=== Task objective ===
Find the word "Самолет" in the records and copy every line where it occurs.

══ Information provided

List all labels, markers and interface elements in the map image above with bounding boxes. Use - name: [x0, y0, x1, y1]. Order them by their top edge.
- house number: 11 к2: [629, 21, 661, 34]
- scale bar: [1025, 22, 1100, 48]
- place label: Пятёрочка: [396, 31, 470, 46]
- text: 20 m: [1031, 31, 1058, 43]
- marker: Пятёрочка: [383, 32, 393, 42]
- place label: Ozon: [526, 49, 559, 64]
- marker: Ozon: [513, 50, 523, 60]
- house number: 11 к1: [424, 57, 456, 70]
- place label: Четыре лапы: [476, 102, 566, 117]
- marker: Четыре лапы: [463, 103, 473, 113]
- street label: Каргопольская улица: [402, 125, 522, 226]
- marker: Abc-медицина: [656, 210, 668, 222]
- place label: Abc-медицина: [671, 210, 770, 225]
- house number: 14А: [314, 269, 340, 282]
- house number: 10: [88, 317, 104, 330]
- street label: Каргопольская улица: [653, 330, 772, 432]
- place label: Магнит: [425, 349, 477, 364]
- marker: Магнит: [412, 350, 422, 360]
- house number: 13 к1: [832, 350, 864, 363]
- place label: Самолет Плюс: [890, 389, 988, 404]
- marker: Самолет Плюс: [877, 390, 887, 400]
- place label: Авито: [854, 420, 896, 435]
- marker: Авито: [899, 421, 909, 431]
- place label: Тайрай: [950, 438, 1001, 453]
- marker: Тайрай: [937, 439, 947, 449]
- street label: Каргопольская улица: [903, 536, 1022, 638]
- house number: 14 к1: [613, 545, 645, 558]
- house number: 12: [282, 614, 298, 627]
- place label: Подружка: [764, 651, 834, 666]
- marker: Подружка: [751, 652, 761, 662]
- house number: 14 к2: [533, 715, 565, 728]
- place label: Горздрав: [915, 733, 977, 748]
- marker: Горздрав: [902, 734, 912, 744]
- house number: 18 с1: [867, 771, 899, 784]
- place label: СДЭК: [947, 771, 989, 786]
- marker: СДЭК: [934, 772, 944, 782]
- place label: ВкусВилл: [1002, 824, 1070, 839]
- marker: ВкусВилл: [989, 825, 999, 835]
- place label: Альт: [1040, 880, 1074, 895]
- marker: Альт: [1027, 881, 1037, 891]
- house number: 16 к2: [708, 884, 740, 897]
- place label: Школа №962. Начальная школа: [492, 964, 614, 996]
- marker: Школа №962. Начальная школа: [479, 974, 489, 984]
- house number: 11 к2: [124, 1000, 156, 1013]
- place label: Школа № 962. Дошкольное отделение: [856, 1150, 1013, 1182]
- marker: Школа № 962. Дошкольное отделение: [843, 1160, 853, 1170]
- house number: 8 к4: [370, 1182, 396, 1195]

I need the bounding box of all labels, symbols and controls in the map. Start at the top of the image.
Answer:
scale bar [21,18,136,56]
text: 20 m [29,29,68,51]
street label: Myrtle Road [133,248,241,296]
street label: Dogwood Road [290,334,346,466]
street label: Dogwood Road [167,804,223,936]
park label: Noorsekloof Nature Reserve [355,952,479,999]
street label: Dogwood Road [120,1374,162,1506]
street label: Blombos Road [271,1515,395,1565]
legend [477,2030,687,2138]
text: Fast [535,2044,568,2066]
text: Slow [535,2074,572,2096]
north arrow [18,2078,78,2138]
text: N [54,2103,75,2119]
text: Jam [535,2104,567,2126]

════

=== Expected answer ===
- place label: Самолет Плюс: [890, 389, 988, 404]
- marker: Самолет Плюс: [877, 390, 887, 400]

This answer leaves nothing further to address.